Mas os pensamentos também podem ter um uso positivo, uma pessoa pode usá-los criativamente. Como podemos usá-los criativamente? Usando o pensamento para refletir, analisar. Portanto, esse é um exercício muito importante. Uma meditação muito importante para que nos desenvolvamos, usando nossos pensamentos para refletir. Deveríamos constantemente refletir sobre nosso comportamento: “Como estou me comportando?” “O meu comportamento está criando sofrimento para mim, criando sofrimento para os outros?” É especialmente muito importante que vejamos por nós mesmos como estamos criando nosso próprio sofrimento. Então, percebemos que somente nós mesmos podemos provocar uma mudança; então, tomamos responsabilidade por nosso sofrimento e podemos mudar tal situação.

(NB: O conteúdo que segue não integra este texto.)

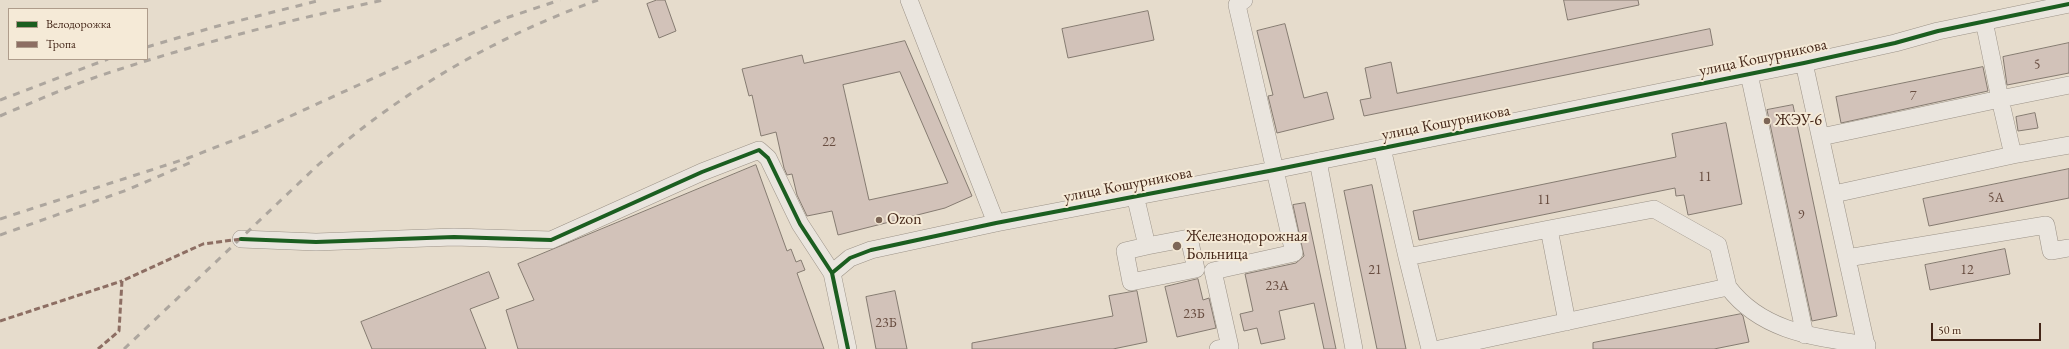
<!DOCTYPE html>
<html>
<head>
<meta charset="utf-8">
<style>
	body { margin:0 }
	#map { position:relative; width:2069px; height:349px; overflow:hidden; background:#e6dccc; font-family:"EB Garamond",serif }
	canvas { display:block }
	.legend { position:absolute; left:8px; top:8px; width:140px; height:52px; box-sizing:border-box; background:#f5ead7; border:1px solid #ae9c8b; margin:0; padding:5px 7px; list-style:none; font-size:12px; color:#442618 }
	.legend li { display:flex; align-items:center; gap:8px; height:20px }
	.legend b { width:20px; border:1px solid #ae9c8b }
	.scale { position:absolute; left:1931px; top:323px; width:110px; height:18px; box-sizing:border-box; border:2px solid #442618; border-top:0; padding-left:5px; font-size:12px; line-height:14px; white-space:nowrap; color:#442618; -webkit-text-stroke:3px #f5ead7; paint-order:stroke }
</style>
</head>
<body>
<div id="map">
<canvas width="2069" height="349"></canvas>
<ul class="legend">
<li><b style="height:5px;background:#1b5e20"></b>Велодорожка</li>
<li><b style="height:5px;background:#8d6e63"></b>Тропа</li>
</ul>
<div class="scale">50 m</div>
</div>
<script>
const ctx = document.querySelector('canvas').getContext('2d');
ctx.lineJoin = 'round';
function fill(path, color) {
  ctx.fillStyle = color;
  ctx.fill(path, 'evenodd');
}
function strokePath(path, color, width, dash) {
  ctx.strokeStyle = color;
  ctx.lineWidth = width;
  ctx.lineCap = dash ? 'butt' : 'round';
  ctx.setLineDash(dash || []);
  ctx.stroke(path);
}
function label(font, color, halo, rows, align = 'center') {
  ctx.font = font + ' "EB Garamond",serif';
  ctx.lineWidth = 4;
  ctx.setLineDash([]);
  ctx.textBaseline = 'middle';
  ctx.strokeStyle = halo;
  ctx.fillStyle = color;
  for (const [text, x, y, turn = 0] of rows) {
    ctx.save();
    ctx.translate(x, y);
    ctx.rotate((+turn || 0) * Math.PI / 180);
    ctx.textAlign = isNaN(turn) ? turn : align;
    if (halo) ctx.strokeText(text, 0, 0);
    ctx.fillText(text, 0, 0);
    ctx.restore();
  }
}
const building = new Path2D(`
	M657 0H665L676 31 659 38 647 4Z
	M1564 0H1638L1639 5 1568 20Z
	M1148 11 1154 40 1068 58 1062 29Z
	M1285 24 1304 98 1327 92 1334 119 1277 133 1268 96 1273 95 1257 31Z
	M1710 29 1713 45 1364 116 1360 100 1371 98 1365 68 1391 62 1397 93Z
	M905 41 972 196 945 208 838 235 832 211 807 216 797 195 792 174 787 175 784 168 776 132 761 136 752 95 749 96 742 69 802 55 804 63ZM900 72 948 183 869 200 843 85Z
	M2069 43V73L2007 85 2003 57Z
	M1983 67 1988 91 1841 123 1836 97Z
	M1793 105 1837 316 1812 321 1767 110Z
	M2035 113 2038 128 2018 131 2016 117Z
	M1726 123 1742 204 1688 215 1684 195 1676 196 1675 188 1419 240 1413 211 1676 157 1672 134Z
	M756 165 787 251 791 249 796 262 801 260 805 270 797 273 824 349H518L506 310 534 300 518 264Z
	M2069 169V198L1929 226 1923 199Z
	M1372 185 1406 349H1377L1344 191Z
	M1305 203 1336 349H1324L1314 303 1279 311 1285 339 1261 344 1257 328 1244 331 1240 314 1253 311 1245 274 1296 263 1304 256 1293 205Z
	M2005 249 2010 274 1930 290 1925 265Z
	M489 272 499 298 470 309 486 349H372L361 322Z
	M1198 279 1203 300 1209 298 1216 328 1177 337 1165 287Z
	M895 291 907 349H876L866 297Z
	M1137 291 1147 342 1113 349H972V343L1113 316 1109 296Z
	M1741 314 1743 316 1749 342 1714 349H1593V343Z`);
fill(building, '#d2c2b9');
strokePath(building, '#857b71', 1);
const minor = new Path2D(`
	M909 0 996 223
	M1804 63 1867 349
	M1749 74 1805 335
	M2069 85 2000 99 2013 155 2069 145
	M1821 137 2000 99 1984 21
	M1382 148 1407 257 1549 229 1567 322
	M1318 161 1354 349
	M1834 194 2013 155
	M1135 195 1147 246 1125 251 1131 282 1196 269 1189 238 1147 246
	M1549 229 1654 209 1718 245 1728 287
	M241 239 316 242 454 237 551 240 702 172 759 150 768 158 800 224 832 273 848 349
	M1407 257 1430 349
	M1847 258 2046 225 2051 251 2069 248
	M832 273 850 258 871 250 996 223 1274 170 1804 63 1895 43 1938 31 2069 4
	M1218 349 1230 347 1213 271 1294 253 1237 5 1244 0
	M1439 349 1728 287C1762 332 1815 337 1867 345`);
strokePath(minor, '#9c9388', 18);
strokePath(minor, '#eae5de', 17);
strokePath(new Path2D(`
	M147 47 214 27 321 0
	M0 100 108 59
	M0 116C33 102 65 88 99 76 192 45 288 20 384 0
	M0 219 188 158 260 130 503 19 560 0
	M0 235 127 190 194 161
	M124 349 318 165C400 92 495 37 598 0`), '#ada69e', 3, [7, 7]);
strokePath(new Path2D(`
	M0 321 122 281
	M98 349 119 331 122 281 203 244 241 239`), '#8d6e63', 3, [6, 3]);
strokePath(new Path2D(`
	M241 239 316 242 454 237 551 240 702 172 759 150 768 158 800 224 832 273 848 349
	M832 273 850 258 871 250 996 223 1274 170 1804 63 1895 43 1938 31 2069 4`), '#1b5e20', 4);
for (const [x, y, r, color] of [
	[1767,121,4,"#7d6657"],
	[879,220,4,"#7d6657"],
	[1177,246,5,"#7d6657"]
]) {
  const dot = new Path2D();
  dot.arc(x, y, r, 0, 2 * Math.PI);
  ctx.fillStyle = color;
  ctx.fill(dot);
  strokePath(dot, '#f5ead7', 1.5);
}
label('14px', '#684d40', null, [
	["5",2037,65],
	["7",1913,96],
	["22",829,142],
	["11",1705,177],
	["5А",1996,198],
	["11",1544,200],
	["9",1801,215],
	["21",1375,270],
	["12",1967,270],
	["23А",1277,286],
	["23Б",1194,314],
	["23Б",886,323]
]);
label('16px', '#442618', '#f5ead7', [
	["улица Кошурникова",1763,58,-12],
	["улица Кошурникова",1446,123,-11],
	["улица Кошурникова",1128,185,-11]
]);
label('16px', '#442618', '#f5ead7', [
	["ЖЭУ-6",1775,121],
	["Ozon",887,220],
	["Железнодорожная",1186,237],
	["Больница",1186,255]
], 'left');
</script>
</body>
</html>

Isso nos traz às Quatro Nobres Verdades que o Buddha descobriu. A Primeira Nobre Verdade é o fato do sofrimento. Como o sofrimento é considerado uma Nobre Verdade? O que há de nobre no sofrimento? Qual é a sua resposta?

Participante do retiro: Porque se não entendemos o sofrimento não praticaremos.

Godwin: Você pode dizer isso. É nobre porque quando sofremos, como eu disse, podemos refletir sobre o que está causando o nosso sofrimento. Então, quando você sofre, não veja como algo negativo, veja como uma Nobre Verdade.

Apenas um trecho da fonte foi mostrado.